● YOUR TASK: Locate the word "justify" in the entries below, then gather every line that holds it.

● THE DATA:
* * * *
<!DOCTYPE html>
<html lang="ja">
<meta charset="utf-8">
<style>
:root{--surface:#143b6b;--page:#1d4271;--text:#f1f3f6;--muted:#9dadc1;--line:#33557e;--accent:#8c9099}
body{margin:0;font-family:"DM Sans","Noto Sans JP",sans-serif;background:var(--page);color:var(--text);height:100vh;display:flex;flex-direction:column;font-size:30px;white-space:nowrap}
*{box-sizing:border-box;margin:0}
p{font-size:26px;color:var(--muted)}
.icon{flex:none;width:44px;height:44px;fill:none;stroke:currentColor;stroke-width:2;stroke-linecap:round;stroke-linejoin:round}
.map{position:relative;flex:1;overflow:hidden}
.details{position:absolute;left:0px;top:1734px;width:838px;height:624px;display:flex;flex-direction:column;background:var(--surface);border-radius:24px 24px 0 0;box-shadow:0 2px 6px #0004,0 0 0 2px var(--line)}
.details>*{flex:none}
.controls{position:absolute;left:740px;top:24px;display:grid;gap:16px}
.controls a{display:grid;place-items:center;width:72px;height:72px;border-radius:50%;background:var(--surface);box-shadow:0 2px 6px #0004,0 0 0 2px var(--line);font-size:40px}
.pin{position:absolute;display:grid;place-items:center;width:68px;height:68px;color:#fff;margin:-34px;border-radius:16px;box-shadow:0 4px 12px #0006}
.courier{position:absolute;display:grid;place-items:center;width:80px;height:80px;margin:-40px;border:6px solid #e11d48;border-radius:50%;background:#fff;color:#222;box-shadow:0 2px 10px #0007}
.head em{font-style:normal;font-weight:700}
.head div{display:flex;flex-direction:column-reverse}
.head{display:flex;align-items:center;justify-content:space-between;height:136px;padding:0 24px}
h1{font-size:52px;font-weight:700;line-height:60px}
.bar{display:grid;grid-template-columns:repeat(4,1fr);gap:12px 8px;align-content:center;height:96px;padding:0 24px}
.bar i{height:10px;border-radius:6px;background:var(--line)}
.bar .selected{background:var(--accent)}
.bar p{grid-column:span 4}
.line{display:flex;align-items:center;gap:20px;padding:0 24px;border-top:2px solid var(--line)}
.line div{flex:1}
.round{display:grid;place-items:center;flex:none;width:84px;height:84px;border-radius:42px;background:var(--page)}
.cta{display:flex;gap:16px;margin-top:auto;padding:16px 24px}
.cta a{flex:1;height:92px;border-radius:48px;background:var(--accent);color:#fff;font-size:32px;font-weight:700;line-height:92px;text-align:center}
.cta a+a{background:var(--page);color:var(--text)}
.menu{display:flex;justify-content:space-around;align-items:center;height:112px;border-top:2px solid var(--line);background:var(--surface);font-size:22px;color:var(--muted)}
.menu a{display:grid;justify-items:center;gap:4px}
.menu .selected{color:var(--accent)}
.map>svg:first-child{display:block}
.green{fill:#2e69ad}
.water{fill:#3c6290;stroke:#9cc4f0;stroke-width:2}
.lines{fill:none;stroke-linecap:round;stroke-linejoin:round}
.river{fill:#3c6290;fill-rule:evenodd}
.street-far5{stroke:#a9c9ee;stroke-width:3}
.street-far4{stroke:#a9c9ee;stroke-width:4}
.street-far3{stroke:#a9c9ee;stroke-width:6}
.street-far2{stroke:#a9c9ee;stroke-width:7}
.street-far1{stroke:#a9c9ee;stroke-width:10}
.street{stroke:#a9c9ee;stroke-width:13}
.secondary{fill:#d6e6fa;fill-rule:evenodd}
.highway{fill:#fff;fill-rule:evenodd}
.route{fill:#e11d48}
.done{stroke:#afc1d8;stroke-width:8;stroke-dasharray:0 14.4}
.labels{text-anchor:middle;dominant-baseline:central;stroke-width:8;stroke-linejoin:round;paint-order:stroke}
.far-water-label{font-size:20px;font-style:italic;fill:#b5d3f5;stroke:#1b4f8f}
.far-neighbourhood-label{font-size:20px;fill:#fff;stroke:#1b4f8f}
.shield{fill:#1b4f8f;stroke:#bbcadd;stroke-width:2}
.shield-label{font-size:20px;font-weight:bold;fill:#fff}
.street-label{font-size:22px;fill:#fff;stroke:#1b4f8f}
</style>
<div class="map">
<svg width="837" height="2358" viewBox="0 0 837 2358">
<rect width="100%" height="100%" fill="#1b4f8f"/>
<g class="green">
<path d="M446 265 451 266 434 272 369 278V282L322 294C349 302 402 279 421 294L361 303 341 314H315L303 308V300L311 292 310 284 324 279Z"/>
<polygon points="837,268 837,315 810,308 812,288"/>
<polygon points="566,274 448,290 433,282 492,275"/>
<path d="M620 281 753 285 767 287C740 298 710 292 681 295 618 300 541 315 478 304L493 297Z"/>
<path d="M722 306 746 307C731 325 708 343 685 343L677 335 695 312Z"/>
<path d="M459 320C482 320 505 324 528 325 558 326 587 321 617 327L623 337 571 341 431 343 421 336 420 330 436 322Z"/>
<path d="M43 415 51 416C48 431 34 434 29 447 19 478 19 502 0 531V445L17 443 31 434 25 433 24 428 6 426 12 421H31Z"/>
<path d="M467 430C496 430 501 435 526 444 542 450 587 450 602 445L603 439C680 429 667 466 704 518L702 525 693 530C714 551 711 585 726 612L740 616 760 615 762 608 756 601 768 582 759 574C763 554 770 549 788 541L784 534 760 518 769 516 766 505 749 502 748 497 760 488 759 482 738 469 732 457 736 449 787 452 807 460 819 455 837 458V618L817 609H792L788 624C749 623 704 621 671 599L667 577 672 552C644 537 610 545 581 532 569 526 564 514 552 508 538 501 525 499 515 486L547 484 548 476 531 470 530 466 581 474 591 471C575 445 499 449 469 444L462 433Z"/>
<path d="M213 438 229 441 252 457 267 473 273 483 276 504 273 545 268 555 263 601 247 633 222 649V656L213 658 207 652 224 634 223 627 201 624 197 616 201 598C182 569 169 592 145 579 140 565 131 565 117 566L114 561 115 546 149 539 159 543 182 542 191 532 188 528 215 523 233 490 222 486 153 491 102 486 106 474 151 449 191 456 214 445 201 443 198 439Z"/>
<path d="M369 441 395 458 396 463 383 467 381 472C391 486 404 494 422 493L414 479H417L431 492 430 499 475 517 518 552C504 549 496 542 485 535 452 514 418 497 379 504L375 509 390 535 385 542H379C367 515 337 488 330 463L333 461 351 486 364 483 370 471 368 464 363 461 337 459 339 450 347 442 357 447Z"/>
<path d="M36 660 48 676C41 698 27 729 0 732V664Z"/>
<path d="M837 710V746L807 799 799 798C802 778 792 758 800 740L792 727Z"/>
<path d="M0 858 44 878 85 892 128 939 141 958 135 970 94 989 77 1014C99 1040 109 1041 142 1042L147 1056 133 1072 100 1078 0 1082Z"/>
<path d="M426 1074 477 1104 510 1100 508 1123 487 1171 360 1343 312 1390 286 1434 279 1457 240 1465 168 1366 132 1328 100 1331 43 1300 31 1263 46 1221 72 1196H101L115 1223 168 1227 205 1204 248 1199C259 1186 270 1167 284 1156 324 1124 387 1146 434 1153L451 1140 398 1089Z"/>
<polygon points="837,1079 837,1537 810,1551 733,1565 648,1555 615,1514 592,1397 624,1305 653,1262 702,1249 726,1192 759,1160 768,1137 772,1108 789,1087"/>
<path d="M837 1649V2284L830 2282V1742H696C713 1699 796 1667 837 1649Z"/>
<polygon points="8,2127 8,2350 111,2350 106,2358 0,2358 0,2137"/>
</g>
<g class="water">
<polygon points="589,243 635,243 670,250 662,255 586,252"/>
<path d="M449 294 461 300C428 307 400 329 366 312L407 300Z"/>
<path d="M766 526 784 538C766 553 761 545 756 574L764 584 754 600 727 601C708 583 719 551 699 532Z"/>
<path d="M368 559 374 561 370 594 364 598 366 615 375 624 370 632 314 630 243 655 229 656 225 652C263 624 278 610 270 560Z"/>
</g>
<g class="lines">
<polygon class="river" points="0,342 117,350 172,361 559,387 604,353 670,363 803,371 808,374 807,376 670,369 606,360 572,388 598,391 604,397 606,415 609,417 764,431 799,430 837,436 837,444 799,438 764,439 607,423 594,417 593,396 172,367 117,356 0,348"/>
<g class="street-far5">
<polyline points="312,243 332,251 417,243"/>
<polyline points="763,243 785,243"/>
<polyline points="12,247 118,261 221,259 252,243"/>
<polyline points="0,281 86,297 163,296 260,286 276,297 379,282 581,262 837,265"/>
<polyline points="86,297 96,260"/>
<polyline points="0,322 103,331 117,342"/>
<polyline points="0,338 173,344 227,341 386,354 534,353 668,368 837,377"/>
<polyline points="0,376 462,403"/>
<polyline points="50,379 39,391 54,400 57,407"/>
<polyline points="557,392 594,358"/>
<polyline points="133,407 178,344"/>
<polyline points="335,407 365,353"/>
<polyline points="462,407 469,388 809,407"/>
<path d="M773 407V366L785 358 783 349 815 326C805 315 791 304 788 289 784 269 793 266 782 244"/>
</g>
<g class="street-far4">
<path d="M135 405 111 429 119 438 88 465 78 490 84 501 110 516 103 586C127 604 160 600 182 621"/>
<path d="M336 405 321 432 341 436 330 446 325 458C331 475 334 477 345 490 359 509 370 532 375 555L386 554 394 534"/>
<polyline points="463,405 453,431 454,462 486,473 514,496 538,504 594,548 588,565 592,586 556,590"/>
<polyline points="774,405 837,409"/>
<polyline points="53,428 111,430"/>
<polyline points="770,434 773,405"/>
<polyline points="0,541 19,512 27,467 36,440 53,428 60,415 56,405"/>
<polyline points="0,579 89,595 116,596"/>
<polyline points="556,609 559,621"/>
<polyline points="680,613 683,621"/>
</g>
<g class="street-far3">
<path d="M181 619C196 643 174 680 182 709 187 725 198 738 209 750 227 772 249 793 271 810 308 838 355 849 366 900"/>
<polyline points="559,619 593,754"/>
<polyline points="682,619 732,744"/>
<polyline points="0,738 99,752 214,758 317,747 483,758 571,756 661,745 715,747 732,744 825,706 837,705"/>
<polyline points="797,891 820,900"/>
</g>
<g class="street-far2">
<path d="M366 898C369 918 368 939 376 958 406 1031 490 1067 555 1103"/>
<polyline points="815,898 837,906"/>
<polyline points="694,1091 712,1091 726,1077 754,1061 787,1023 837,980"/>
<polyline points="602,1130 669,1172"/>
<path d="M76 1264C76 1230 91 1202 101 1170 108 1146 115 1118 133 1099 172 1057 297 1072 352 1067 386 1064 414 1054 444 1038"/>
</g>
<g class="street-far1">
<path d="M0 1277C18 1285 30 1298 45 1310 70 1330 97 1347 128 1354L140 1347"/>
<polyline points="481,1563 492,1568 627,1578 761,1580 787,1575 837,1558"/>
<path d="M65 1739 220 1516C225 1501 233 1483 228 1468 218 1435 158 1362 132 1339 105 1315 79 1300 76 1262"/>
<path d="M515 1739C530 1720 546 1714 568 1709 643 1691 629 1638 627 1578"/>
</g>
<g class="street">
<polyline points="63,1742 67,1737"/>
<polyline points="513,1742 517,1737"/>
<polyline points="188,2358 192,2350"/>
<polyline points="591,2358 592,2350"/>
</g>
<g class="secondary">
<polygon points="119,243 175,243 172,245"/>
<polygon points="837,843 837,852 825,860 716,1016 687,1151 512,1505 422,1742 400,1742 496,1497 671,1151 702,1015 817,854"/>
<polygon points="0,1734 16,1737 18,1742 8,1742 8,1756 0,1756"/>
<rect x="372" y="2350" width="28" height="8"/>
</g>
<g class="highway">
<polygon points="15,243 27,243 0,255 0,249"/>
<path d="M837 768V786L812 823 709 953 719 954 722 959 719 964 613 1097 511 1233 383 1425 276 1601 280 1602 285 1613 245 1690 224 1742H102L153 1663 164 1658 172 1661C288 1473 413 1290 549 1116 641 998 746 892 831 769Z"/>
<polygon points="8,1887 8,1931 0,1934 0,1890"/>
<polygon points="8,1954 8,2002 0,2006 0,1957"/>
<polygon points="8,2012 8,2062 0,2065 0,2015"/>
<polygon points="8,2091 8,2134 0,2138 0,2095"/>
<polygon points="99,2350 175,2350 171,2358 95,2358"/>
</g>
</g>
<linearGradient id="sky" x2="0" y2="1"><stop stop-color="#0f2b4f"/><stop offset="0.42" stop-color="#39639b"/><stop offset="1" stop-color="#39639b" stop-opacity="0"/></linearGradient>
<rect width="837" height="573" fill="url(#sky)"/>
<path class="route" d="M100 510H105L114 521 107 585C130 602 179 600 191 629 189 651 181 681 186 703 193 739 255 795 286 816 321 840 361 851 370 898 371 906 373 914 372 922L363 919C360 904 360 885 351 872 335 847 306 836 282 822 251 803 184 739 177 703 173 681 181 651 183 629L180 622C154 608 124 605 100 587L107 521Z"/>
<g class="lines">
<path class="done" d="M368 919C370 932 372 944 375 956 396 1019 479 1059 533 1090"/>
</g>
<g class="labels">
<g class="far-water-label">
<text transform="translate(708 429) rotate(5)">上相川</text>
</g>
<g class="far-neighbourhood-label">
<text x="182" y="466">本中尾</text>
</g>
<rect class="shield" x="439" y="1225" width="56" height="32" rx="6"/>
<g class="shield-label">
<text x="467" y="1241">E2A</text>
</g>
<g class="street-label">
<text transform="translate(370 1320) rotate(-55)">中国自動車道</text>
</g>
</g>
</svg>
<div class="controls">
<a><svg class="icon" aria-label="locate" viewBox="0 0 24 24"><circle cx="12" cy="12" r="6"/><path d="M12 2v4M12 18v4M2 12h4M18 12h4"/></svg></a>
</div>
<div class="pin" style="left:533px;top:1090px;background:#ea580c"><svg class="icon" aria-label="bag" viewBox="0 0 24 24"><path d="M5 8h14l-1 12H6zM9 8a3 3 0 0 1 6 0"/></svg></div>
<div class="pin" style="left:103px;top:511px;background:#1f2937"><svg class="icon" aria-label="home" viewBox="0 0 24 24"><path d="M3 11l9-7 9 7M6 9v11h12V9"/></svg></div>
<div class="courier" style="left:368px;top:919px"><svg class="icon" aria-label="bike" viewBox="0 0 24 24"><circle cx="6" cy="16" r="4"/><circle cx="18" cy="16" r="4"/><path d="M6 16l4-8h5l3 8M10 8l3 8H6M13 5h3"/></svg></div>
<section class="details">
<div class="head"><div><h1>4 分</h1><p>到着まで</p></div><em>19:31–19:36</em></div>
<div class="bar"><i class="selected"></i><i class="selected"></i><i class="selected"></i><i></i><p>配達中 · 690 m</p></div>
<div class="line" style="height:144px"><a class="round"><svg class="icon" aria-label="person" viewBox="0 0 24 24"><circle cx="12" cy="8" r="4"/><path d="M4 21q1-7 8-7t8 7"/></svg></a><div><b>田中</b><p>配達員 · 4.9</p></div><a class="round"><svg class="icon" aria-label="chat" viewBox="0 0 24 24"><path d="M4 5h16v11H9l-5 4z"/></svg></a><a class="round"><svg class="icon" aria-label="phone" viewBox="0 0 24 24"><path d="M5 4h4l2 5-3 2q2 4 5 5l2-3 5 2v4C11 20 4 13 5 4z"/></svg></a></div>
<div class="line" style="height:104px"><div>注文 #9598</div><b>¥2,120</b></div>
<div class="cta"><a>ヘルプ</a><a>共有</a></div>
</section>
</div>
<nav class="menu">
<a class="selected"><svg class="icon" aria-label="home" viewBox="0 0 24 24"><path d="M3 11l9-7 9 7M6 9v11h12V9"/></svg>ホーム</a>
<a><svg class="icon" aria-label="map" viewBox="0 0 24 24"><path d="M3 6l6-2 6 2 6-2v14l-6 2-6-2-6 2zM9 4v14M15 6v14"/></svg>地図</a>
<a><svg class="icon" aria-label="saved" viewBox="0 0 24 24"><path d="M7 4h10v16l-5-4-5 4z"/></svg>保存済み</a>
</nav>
* * * *
● ANSWER BOX:
.head{display:flex;align-items:center;justify-content:space-between;height:136px;padding:0 24px}
.menu{display:flex;justify-content:space-around;align-items:center;height:112px;border-top:2px solid var(--line);background:var(--surface);font-size:22px;color:var(--muted)}
.menu a{display:grid;justify-items:center;gap:4px}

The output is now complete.